Menurutnya, hal ini menunjukkan bahwa udang kering tidak hanya praktis, tetapi juga bergizi dan cocok untuk berbagai segmen konsumen.
Saat ini, harga jual Dried Shrimp HIPMI Lampung masih berada di angka Rp100 ribu per 150 gram. Harga tersebut dipengaruhi oleh biaya produksi yang masih relatif tinggi karena bahan baku dibeli secara eceran.
“Kalau nanti bisa beli langsung ke petambak dengan harga lebih murah, saya rasa harga bisa turun sampai sekitar Rp450 ribu per kilogramnya,” jelas Brian.
Dengan efisiensi biaya produksi, harga jual diproyeksikan bisa menjadi lebih kompetitif, bahkan membuka peluang keuntungan lebih besar jika menembus pasar ekspor.
Lebih dari sekadar bisnis, inovasi ini juga menjadi bentuk dukungan HIPMI Lampung terhadap program pemerintah pusat dan daerah, khususnya dalam menjaga kepercayaan masyarakat terhadap produk udang nasional.
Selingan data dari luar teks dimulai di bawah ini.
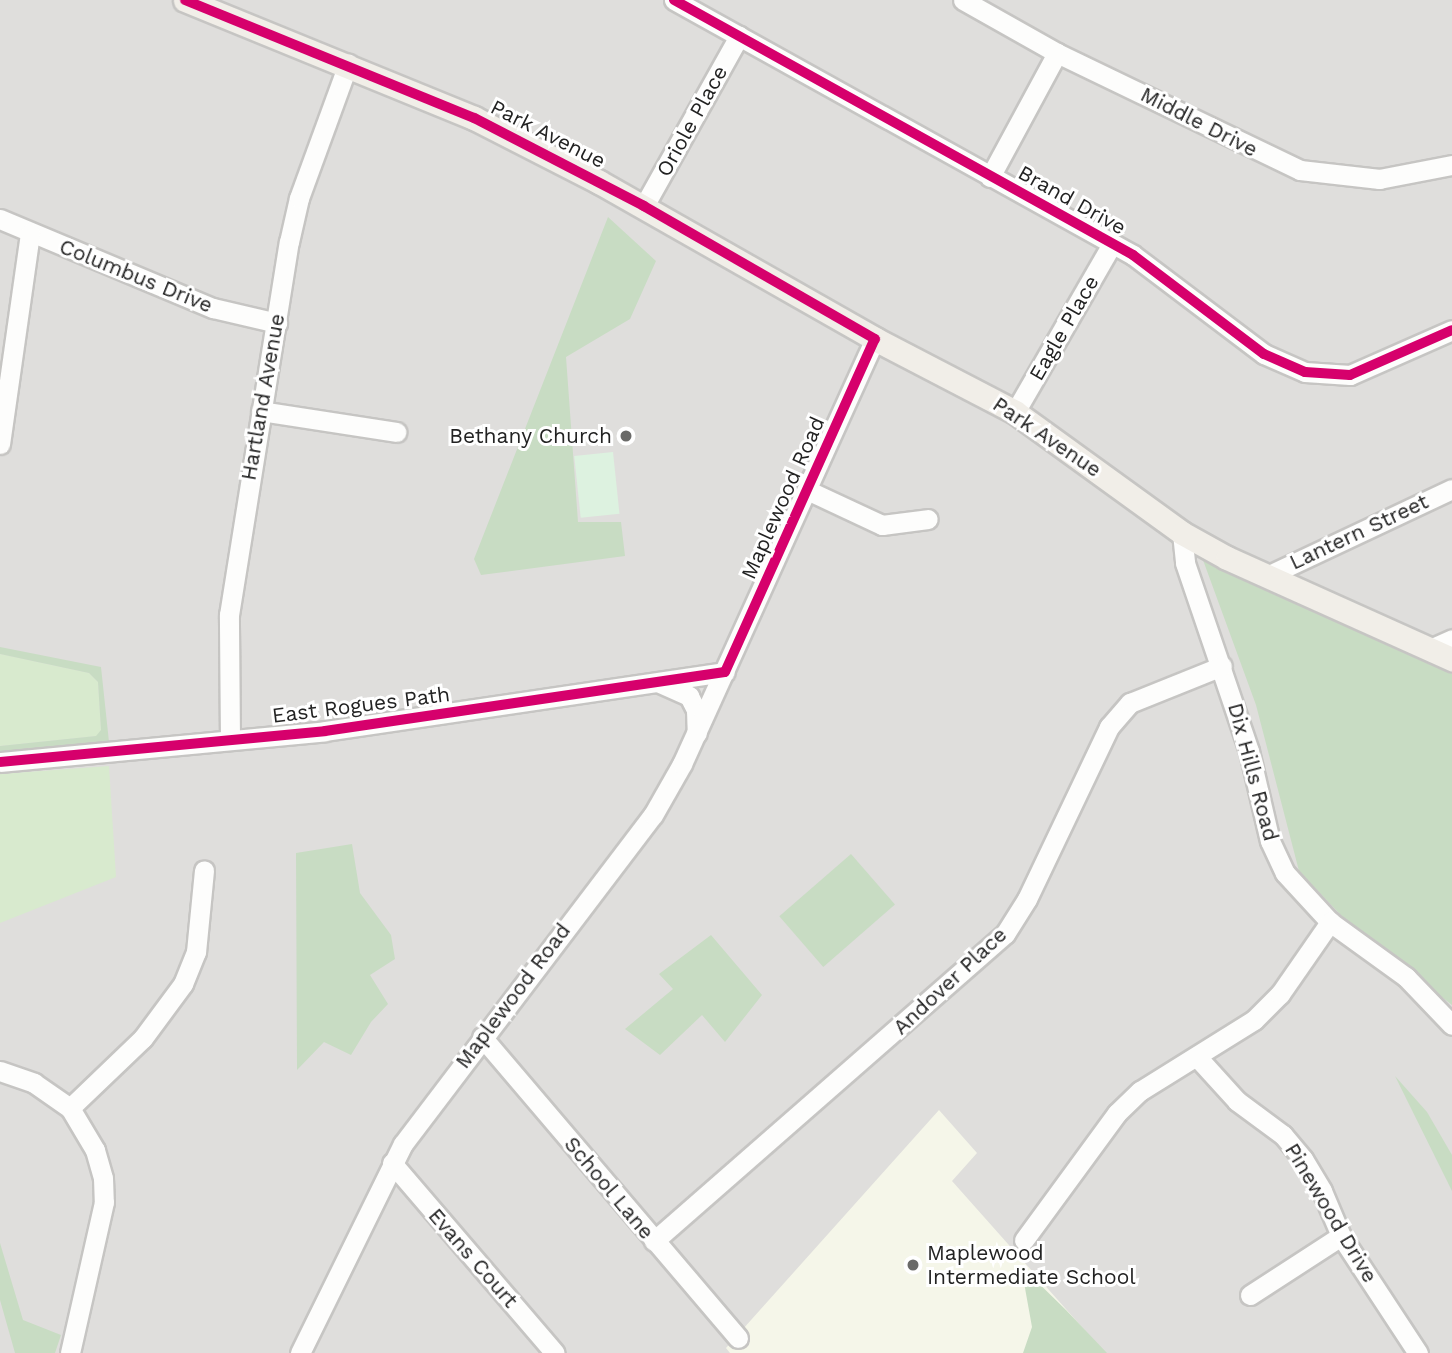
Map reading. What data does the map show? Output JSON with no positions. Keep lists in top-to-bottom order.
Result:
{
  "streets": {
    "main road": ["Park Avenue"],
    "street": [
      "Oriole Place",
      "Middle Drive",
      "Brand Drive",
      "Columbus Drive",
      "Eagle Place",
      "Hartland Avenue",
      "Maplewood Road",
      "Lantern Street",
      "East Rogues Path",
      "Dix Hills Road",
      "Andover Place",
      "School Lane",
      "Pinewood Drive",
      "Evans Court"
    ]
  },
  "crossings": [
    ["Oriole Place", "Park Avenue"],
    ["Oriole Place", "Brand Drive"],
    ["Park Avenue", "Eagle Place"],
    ["Park Avenue", "Hartland Avenue"],
    ["Park Avenue", "Maplewood Road"],
    ["Park Avenue", "Lantern Street"],
    ["Park Avenue", "Dix Hills Road"],
    ["Brand Drive", "Eagle Place"],
    ["Columbus Drive", "Hartland Avenue"],
    ["Hartland Avenue", "East Rogues Path"],
    ["Maplewood Road", "East Rogues Path"],
    ["Maplewood Road", "School Lane"],
    ["Maplewood Road", "Evans Court"],
    ["Dix Hills Road", "Andover Place"],
    ["Andover Place", "School Lane"]
  ],
  "places": ["Bethany Church", "Maplewood Intermediate School"]
}
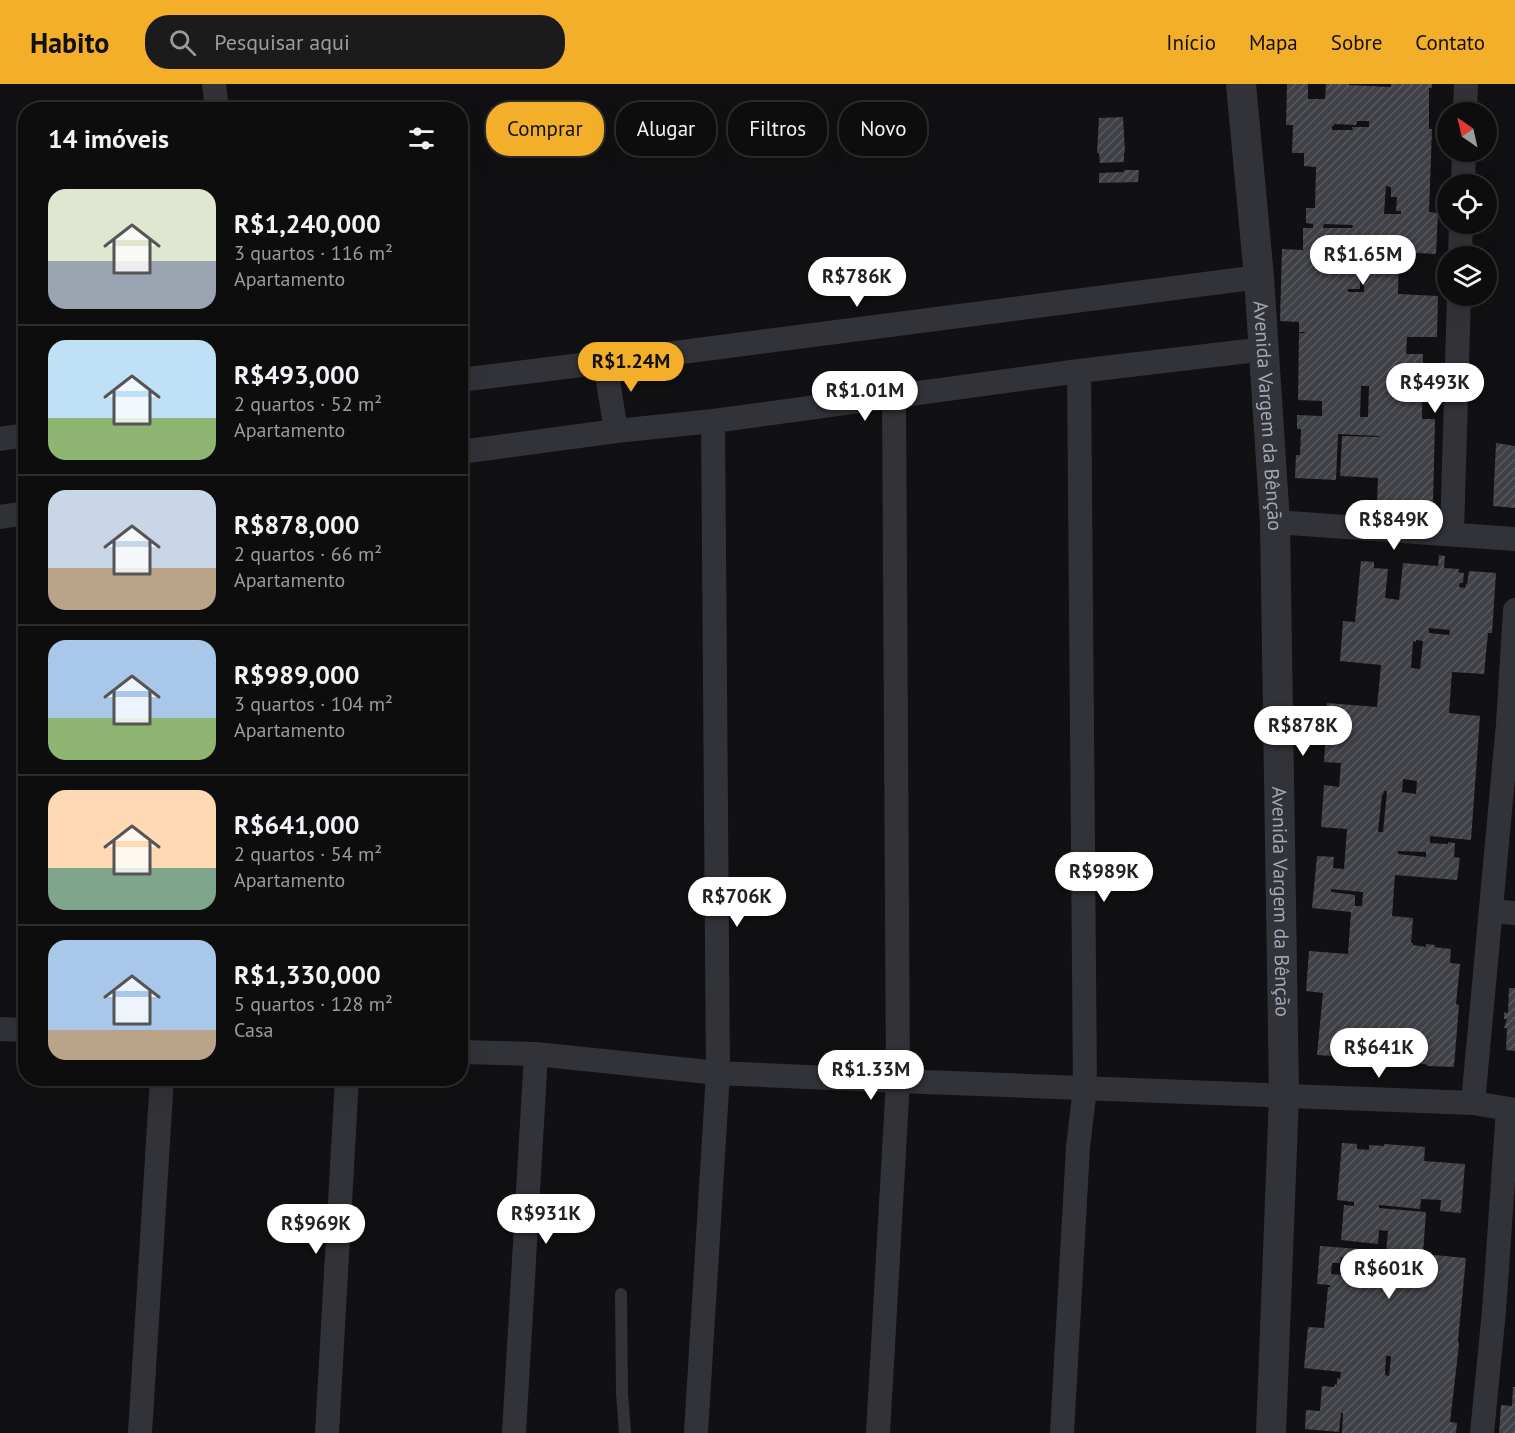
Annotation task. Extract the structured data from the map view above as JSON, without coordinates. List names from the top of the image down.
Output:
{
  "streets": {
    "street": ["Avenida Vargem da Bênção"]
  },
  "north": "top left",
  "page": {
    "header": "Habito",
    "search": "Pesquisar aqui",
    "nav": [
      "Início",
      "Mapa",
      "Sobre",
      "Contato"
    ],
    "chip": [
      "Comprar",
      "Alugar",
      "Filtros",
      "Novo"
    ],
    "heading": "14 imóveis",
    "list": [
      {
        "name": "R$1,240,000",
        "note": "3 quartos · 116 m² · Apartamento"
      },
      {
        "name": "R$493,000",
        "note": "2 quartos · 52 m² · Apartamento"
      },
      {
        "name": "R$878,000",
        "note": "2 quartos · 66 m² · Apartamento"
      },
      {
        "name": "R$989,000",
        "note": "3 quartos · 104 m² · Apartamento"
      },
      {
        "name": "R$641,000",
        "note": "2 quartos · 54 m² · Apartamento"
      },
      {
        "name": "R$1,330,000",
        "note": "5 quartos · 128 m² · Casa"
      }
    ],
    "price": [
      "R$1.65M",
      "R$786K",
      "R$1.24M",
      "R$493K",
      "R$1.01M",
      "R$849K",
      "R$878K",
      "R$989K",
      "R$706K",
      "R$641K",
      "R$1.33M",
      "R$931K",
      "R$969K",
      "R$601K"
    ]
  }
}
"Kemarin ada isu bahwa udang terkontaminasi radioaktif, sehingga menghambat penyerapan hasil produksi udang secara nasional. Kami harapkan dengan adanya acara ini masyarakat kembali percaya bahwa udang ini mudah dikonsumsi, mudah diolah dan sangat bergizi dan juga baik serta tidak berbahaya untuk kesehatan," kata dia.
Dengan semangat kolaborasi dan inovasi, HIPMI Lampung optimis produk Dried Shrimp lokal ini dapat berkembang menjadi produk unggulan daerah.
"Saya rasa tentu kami akan mengembangkan, karena hari ini masukan-masukan positif itu menjadi semangat saya dan semangat tim. Tentu kami akan mengembangkan membicarakan ini lebih dalam lagi untuk membuat ini dalam skala bisnis dan industrial ya," katanya, mengakhiri.